Everyone is only able to say what they really feel on the verge of death, and if they’re willing to say so beforehand, then it means death of some sort is coming – It was the same with Master Yakumo confiding in Bon, or how Bon and Shin made their plans to the future, and Miyokichi bared her heart to Bon, just before they had to part ways. Same here. And man, that final scene, with how it just came to be. I’m really reminded of the movie version of A Single Man, with Colin Firth here. “What does it mean?” I asked myself here as well as there, and the real answer is, “The author wants you to think of a story, a theatre story.”
Speaking of which, let’s look at the final scene or two a couple more times, as it has a lot to discuss. First and foremost, it reminds me and addresses the scene in episode 9, where Miyokichi tells Bon that the next time they meet, it’d be in hell. More than anything else, that scene felt like a performance. I spoke of it before, but the way the characters speak and interact with one another often follows the beats of a rakugo performance. Is this because it’s Bon who’s telling the story to Konatsu and Yotaro? I suspect it’s more because this is the mindset the mangaka is in.
But look at it, Shin’s actions were really straight out of a performance, often a rakugo one, or a soap opera one, in the last act. Just like in Yotaro’s performance with the thief who listens in, he keeps listening to how his best friend and his wife (whom we see he loves) are about to hook up, and only barges in when he fears the two of them might die together. And later, when Bon is holding him from falling to his death, what stupid line does he come up with? “If you get hurt, you won’t be able to perform rakugo any longer!” and that really made me sit back.
All of the ideas and emotions that motivate the characters of Rakugo Shinju are based off of real emotions, and in the small moments the characters have together, you can feel in them the same issues we all might struggle with. But aside from these small moments, and the rakugo performances which are obviously stylized variations on the same ideas we all must live with, when they go for drama, they tend to declaim and lose their precious and small humanity.
Yes, the balcony broke just as everything appeared to finally take a turn for the better, but did it really? We’ve just had Miyokichi admit her lack of love for her husband and daughter. Bon’s “alcohol”, as if he were the lush from the performance delivered by Bon was found out to be Miyokichi, for whom he went, if he could. He chose her, and trying to quench his own loneliness over his own brother, and his rakugo. And Shin? He ended up giving up rakugo for his wife, and that’s certainly not a turnout that Bon would’ve considered “happy”. And said wife would’ve accepted her husband’s sacrifice of his own soul for her happiness. The relationship that’d have blossomed from this might’ve been better than the one they’ve had up to now because the people in it are actually willing to make an effort for the other one, but they’d all have turned out just as miserable as before.

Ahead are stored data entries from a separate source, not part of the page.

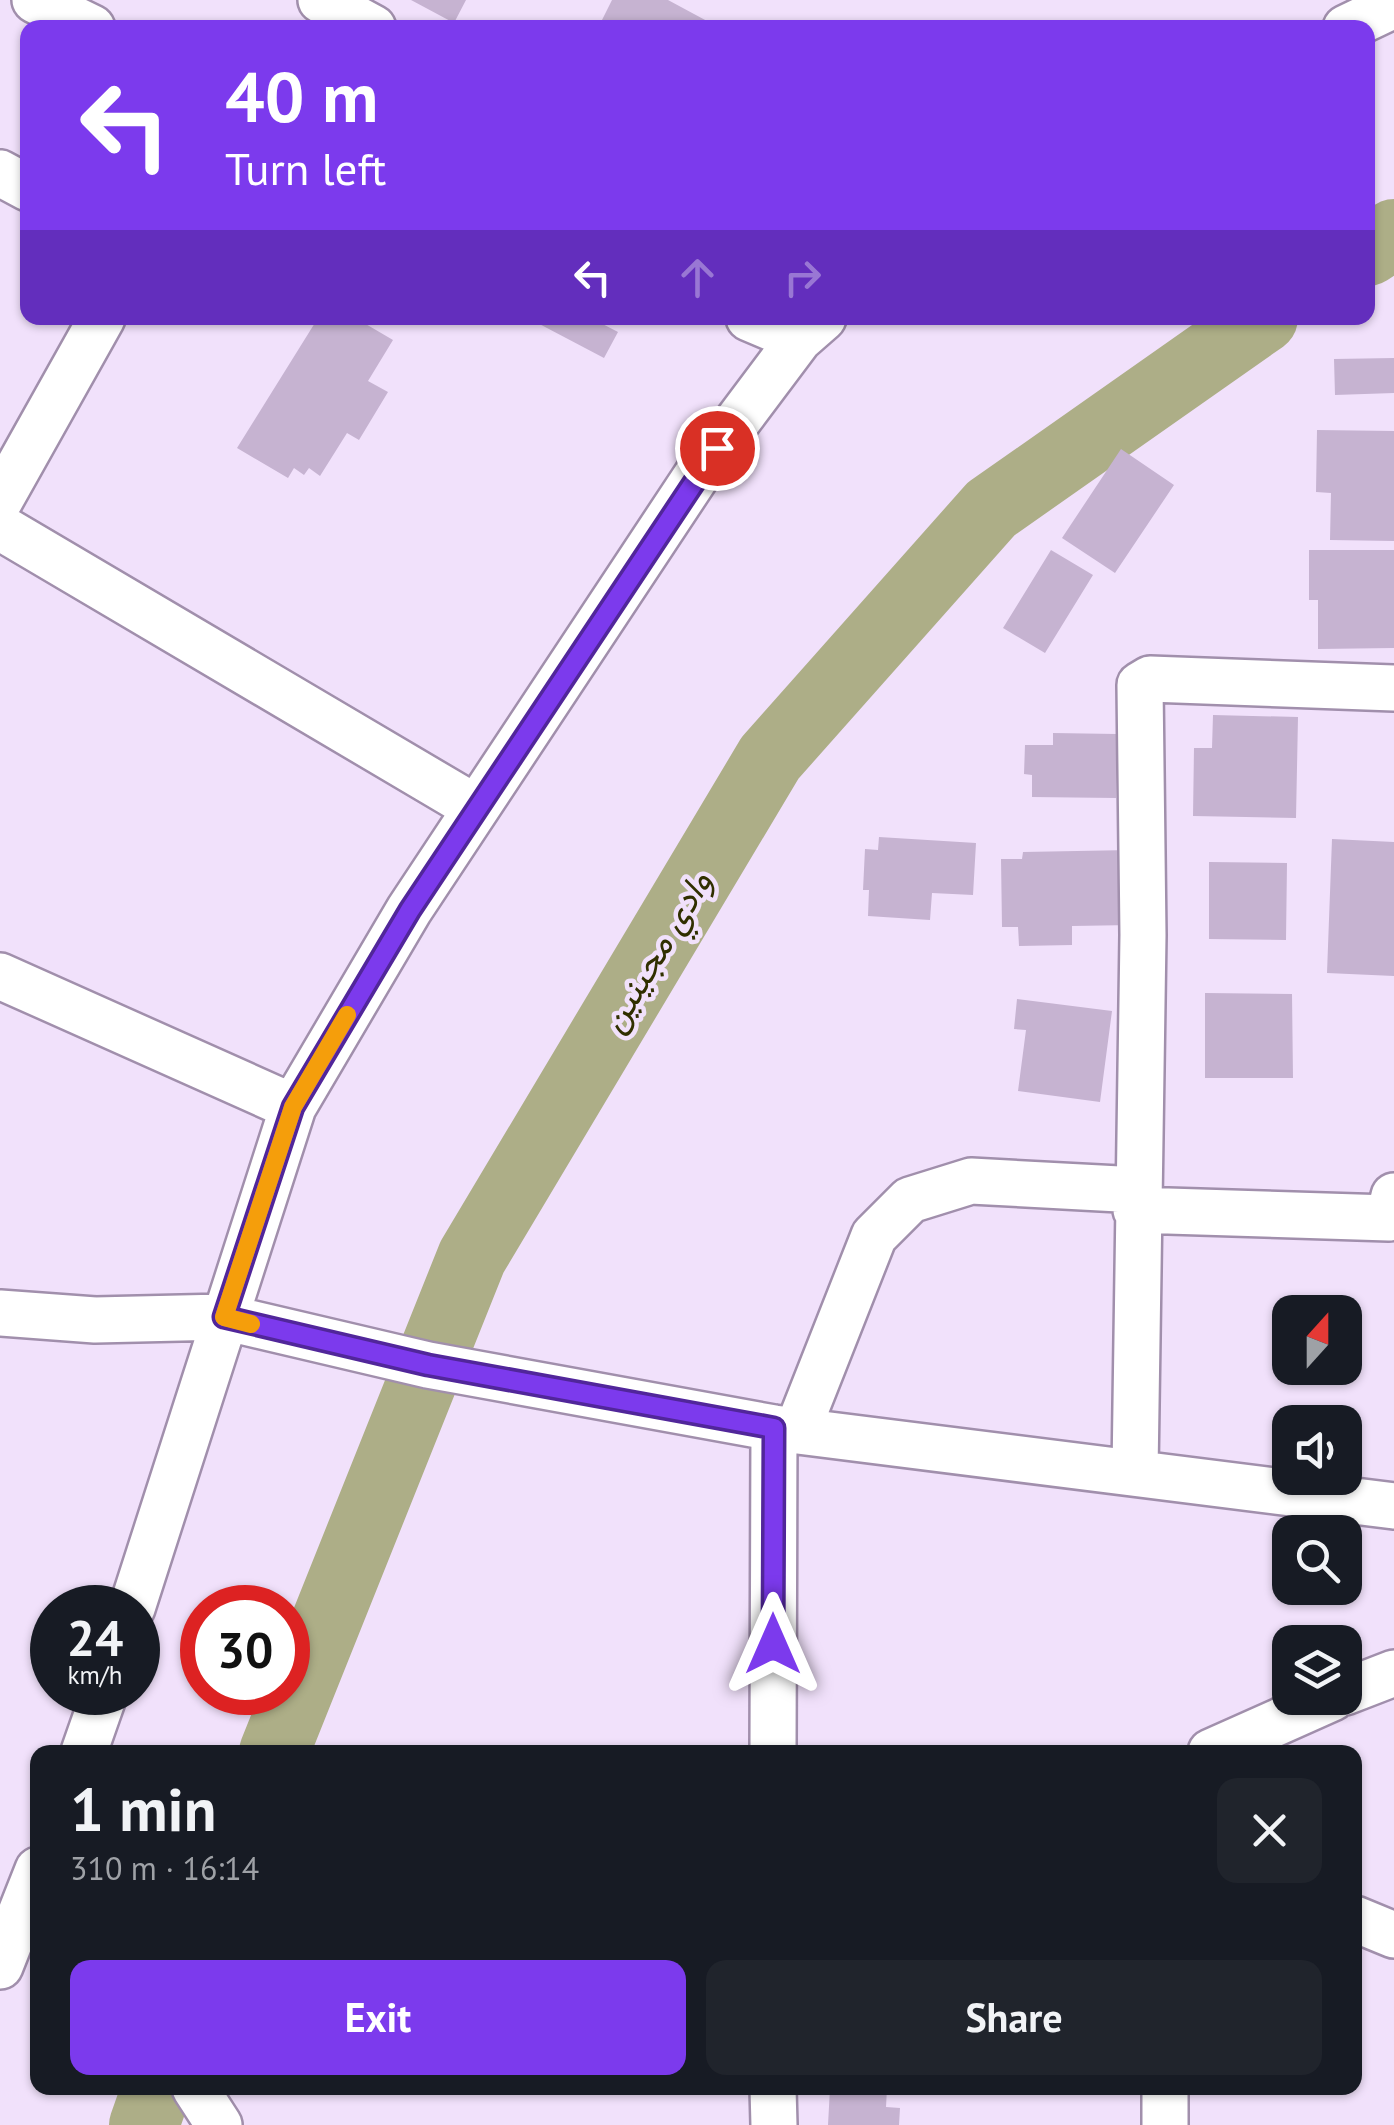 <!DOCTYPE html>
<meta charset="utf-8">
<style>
:root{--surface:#171b24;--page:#20242c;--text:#f1f3f6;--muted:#9ea1a6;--accent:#7c3aed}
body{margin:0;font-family:"PT Sans",Vazirmatn,sans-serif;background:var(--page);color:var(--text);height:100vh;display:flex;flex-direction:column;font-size:38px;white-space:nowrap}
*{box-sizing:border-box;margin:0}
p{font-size:32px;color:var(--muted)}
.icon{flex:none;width:55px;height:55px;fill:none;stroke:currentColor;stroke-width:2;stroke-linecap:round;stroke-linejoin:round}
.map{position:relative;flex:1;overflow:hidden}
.sheet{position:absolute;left:30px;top:1745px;width:1332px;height:350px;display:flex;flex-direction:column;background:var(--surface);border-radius:20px;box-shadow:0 2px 8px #0004}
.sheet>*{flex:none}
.banner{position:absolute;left:20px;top:20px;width:1355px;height:305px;border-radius:20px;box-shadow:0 2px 8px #0004;background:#7c3aed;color:#fff;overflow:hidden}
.needle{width:65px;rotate:21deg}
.tools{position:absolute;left:1272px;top:1295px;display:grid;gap:20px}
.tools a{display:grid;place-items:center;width:90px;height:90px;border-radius:20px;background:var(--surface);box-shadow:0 2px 8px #0004;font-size:50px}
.speed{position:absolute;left:30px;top:1585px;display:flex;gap:20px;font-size:50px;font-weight:700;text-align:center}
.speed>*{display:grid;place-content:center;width:130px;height:130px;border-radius:50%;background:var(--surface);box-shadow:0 2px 8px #0004;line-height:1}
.speed small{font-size:25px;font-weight:400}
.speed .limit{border:15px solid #d22;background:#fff;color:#111}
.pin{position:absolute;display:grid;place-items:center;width:85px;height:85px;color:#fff;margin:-42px;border:5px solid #fff;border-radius:50%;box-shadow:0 2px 10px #0007}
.me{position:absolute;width:110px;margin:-55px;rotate:0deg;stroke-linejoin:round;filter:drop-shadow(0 0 8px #0008)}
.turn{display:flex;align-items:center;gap:35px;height:210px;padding:0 40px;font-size:45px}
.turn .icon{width:130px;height:130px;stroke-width:2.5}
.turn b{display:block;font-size:70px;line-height:85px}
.lanes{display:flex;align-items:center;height:95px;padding:0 40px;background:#0003;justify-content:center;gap:50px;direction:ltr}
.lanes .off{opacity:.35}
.round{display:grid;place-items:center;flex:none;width:105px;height:105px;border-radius:20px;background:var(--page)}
.headline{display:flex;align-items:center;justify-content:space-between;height:170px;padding:0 40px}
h1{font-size:60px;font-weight:800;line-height:75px}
.primary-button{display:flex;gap:20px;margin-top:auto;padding:20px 40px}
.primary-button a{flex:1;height:115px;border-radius:20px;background:var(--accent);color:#fff;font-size:40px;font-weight:800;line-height:115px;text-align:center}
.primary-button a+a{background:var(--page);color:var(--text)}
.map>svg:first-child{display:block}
</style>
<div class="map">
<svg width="1394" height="2125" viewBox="0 0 1394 2125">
<rect width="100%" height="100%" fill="#f1e1fb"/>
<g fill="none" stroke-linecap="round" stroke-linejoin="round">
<path stroke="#adae87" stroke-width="70" d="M1368,251L1394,234
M274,1752L472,1257L770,758L991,509L1263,318
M144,2125L157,2088"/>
</g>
<path fill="#c6b3d1" d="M411,0H466L454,23Z
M612,0H668L720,28H598Z
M318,318H367L364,323L393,340L368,381L388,392L359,440L347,433L320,476L309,468L304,475L294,468L288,478L237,448Z
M528,318H591L618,332L604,358Z
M1394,358V393L1335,395L1334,359Z
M1317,430L1394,431V541L1330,540L1331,493L1316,492Z
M1121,449L1174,485L1115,573L1062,538Z
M1051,550L1093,575L1045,653L1003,628Z
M1309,550H1394V648L1318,649V600H1309Z
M1213,715L1298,717L1296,818L1193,816L1194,748H1212Z
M1053,733L1117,734L1116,798L1032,797V775L1024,774L1025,745H1053Z
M879,837L976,843L973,895L932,893L930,920L868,916L869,890H863L865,849L878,850Z
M1332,839L1394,842V976L1327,973Z
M1131,850L1132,925L1072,926V945L1019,946L1018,927H1002L1001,859H1022L1023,852Z
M1209,862L1287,863L1286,940L1209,939Z
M1205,993L1292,994L1293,1078H1205Z
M1017,999L1112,1011L1100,1102L1018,1091L1026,1030L1014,1029Z
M830,2088H887L886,2107L900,2108L899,2125H828Z"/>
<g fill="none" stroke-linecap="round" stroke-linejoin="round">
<defs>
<path id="minor" d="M35,0L92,28
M321,0L373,28
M1346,28L1394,5
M0,173L28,188
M749,318L799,339
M0,500L102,318
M0,527L476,808
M0,976L293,1107
M1136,1210L1389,1218L1394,1196
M0,1313L95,1320L224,1317L428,1365L774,1428L1394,1506
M797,1431L874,1236L910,1200L971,1181L1138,1190
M1135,1472L1143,935L1140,685L1150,679L1394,688
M132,1608L293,1107L409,910L697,475L799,339L823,318
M1345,1692L1394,1673
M84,1752L105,1692
M773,1752L774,1428
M1211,1752L1332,1698
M1355,1919L1394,1935
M0,1966L38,1870
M195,2088L219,2125
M773,2088L774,2125
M1165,2088V2125"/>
</defs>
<use href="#minor" stroke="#a18fac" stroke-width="50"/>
<use href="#minor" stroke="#fff" stroke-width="45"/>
</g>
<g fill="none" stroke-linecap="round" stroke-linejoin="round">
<defs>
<path id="route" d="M717,448L410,910L293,1107L224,1317L428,1365L774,1428L773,1644"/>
</defs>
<use href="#route" stroke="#51269a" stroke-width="25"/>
<use href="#route" stroke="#7c3aed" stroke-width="18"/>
<path stroke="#f59e0b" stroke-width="18" d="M251,1324L224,1317L293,1107L347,1015"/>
</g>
<g text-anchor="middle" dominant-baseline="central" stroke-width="9" stroke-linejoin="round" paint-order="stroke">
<g font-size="35" font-style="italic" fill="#302f00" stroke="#f1e1fb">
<text transform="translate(655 951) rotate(-59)">وادي مجينين</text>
</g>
</g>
</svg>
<div class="tools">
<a><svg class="needle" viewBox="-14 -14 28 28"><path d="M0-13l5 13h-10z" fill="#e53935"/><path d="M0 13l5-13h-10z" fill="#9ea1a6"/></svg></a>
<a><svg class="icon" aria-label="sound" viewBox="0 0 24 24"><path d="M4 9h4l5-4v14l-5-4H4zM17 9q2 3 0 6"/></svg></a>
<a><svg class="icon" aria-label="search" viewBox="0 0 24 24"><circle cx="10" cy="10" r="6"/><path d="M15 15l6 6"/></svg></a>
<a><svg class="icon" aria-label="layers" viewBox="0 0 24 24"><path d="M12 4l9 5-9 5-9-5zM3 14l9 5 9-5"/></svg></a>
</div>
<div class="speed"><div>24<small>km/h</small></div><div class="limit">30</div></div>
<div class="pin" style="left:717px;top:448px;background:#d93025"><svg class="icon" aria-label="arrive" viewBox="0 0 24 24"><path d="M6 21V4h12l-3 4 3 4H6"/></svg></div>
<svg class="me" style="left:773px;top:1644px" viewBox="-20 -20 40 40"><path d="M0-17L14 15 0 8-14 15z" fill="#7c3aed" stroke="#fff" stroke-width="4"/></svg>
<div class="banner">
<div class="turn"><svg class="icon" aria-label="left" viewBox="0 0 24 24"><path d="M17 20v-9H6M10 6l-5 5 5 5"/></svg><div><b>40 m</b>Turn left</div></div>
<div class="lanes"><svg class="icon" aria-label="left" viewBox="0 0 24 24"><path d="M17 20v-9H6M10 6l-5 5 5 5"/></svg><svg class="icon off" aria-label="ahead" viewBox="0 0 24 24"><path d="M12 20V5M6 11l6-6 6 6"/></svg><svg class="icon off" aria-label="right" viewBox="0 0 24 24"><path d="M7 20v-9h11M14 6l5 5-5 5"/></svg></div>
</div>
<section class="sheet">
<div class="headline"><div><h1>1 min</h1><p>310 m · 16:14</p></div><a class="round"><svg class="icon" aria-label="close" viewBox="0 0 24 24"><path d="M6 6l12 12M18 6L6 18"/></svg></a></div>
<div class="primary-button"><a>Exit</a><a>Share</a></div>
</section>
</div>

Let’s go back to the rakugo performance, which obviously came there to flesh out what the characters are feeling and thinking for them. The lush who gave up the drink, which was poisoning him and his life, for the sake of his treasure, which was his wife and her happiness. We’ve actually had a flash of Miyokichi during the storytelling, and while it was unclear whether it came from Shin or from Konatsu, I think it’s the first time the show literally spelled out the reference it was making. But, let’s look at it, which is the poison and which the treasure? Shin said his treasures are Konatsu and Miyokichi, but rakugo isn’t his poison, but his wife’s. His poison was the lack of ability to care about anything after he’s given up his treasure, his soul, which was rakugo. If anything, it seems Miyokichi is his poison.
For Bon, everything is poison and treasure. Rakugo kept him from the people he cared for. But the people he cares for also keep him from rakugo mastery. To Bon, there is no happiness without finding a balance, which is what his journey was about, not giving up one for the other (the poisonous house-hold of “all or nothing” Miyokichi and Shin ended up in is what you get there), but trying to find a happy middle. Which he seems to have managed.
Or did he? This is a performance. This is bloody Shakespearian. What Bon ended up going for was everything – Rakugo and people. Shin and Miyokichi. And for hubris, one must pay.
P.S. And really, all the people who argued about how wrong I am when I said Bon’s perception of constantly being abandoned is what motivated him.
P.P.S. This was still a very good episode, but here, the characters not acting like people, but like characters in a play, in the last act, after the small and quiet talk between Bon and Shin about their different artistic viewpoints and hopes (Bon still holds his best rakugo is solitary, while Shin’s is a dialogue. And neither is wrong, their styles complement one another, and their own personalities), just felt like it really needed to be addressed. It was a great performance, but that’s exactly it, it felt like a stage performance, and not like people acting like beings made of flesh and blood.